Work task:
Which lines below contain "rotate"? Pull them out.

[Supplied data — start]

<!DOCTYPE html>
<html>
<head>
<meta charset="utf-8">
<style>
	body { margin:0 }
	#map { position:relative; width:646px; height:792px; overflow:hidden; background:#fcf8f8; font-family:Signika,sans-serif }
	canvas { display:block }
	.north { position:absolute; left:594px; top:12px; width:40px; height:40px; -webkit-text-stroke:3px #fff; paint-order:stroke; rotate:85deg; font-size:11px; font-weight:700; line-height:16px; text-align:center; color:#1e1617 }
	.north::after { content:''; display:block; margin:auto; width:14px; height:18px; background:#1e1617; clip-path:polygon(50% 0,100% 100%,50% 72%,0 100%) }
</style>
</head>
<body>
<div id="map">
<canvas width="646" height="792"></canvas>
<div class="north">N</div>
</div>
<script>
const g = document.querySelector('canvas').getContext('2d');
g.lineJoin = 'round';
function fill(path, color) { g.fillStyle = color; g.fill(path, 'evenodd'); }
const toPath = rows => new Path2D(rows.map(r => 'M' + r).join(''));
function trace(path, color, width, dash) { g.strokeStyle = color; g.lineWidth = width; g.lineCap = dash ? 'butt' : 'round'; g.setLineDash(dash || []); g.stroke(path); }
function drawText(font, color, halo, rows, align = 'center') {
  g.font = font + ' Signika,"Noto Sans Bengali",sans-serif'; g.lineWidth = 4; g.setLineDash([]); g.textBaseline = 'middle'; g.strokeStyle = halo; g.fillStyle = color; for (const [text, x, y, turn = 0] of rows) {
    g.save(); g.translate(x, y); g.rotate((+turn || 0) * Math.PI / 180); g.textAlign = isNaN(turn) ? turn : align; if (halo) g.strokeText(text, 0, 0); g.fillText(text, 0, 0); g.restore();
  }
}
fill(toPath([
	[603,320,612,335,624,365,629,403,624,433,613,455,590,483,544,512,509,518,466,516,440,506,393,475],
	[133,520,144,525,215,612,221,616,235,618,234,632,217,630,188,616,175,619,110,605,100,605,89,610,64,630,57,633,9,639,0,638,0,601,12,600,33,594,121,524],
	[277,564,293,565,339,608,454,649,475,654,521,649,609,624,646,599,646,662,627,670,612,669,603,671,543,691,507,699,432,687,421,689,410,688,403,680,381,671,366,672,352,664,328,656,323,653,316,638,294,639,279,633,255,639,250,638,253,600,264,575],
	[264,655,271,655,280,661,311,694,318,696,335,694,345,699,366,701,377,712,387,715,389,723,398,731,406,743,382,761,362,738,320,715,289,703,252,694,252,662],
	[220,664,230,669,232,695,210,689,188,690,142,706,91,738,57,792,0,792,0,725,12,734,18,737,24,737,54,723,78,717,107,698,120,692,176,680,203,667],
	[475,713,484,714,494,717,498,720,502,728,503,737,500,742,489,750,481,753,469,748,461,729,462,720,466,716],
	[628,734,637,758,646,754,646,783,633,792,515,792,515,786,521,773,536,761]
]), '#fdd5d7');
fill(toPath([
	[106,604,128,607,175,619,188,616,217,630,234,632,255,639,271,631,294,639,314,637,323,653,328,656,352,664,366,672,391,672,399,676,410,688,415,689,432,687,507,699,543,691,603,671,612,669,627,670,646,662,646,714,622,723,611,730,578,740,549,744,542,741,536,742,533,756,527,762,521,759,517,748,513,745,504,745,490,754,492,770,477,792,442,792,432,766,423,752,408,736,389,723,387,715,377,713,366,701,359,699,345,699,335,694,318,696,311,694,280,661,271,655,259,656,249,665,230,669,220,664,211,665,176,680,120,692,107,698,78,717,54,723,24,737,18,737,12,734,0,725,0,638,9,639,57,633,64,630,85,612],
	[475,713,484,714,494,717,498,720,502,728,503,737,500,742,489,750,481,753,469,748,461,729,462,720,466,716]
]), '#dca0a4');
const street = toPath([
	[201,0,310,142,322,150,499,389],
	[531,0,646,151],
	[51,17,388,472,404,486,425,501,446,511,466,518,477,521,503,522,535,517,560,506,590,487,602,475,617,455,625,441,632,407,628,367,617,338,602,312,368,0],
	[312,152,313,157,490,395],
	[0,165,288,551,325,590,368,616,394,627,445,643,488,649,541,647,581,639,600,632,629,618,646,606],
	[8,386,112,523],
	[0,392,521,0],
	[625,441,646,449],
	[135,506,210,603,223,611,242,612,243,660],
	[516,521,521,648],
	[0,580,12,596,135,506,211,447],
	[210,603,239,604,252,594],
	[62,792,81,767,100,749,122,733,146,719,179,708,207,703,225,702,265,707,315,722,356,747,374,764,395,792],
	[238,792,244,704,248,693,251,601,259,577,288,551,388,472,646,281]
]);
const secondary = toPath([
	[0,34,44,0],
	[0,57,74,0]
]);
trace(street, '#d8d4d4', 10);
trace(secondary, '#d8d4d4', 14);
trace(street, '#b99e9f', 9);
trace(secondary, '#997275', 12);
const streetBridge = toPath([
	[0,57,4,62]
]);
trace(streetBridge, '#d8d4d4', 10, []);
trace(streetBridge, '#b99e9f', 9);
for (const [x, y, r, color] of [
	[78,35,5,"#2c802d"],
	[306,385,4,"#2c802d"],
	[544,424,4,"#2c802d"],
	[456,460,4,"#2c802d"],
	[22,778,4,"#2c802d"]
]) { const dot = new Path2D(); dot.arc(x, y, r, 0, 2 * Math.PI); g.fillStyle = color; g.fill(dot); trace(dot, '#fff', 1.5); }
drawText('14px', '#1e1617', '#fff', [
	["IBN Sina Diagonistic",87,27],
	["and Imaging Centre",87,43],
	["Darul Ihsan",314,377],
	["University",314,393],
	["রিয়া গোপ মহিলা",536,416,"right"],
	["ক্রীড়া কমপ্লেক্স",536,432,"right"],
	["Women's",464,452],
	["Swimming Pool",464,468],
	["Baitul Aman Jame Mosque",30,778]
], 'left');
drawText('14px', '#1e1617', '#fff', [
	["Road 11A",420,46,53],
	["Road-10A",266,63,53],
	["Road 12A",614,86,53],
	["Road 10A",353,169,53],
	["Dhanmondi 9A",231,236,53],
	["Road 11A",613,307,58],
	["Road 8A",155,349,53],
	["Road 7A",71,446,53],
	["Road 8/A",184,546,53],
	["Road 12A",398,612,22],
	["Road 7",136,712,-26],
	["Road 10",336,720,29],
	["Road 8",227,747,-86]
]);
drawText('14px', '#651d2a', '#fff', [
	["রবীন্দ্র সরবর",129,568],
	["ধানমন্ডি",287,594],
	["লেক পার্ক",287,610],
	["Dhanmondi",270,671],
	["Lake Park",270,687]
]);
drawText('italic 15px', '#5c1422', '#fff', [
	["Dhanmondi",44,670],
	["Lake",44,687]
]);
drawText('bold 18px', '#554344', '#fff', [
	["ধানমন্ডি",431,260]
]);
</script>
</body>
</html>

[Supplied data — finish]

Answer to this problem:
	.north { position:absolute; left:594px; top:12px; width:40px; height:40px; -webkit-text-stroke:3px #fff; paint-order:stroke; rotate:85deg; font-size:11px; font-weight:700; line-height:16px; text-align:center; color:#1e1617 }
    g.save(); g.translate(x, y); g.rotate((+turn || 0) * Math.PI / 180); g.textAlign = isNaN(turn) ? turn : align; if (halo) g.strokeText(text, 0, 0); g.fillText(text, 0, 0); g.restore();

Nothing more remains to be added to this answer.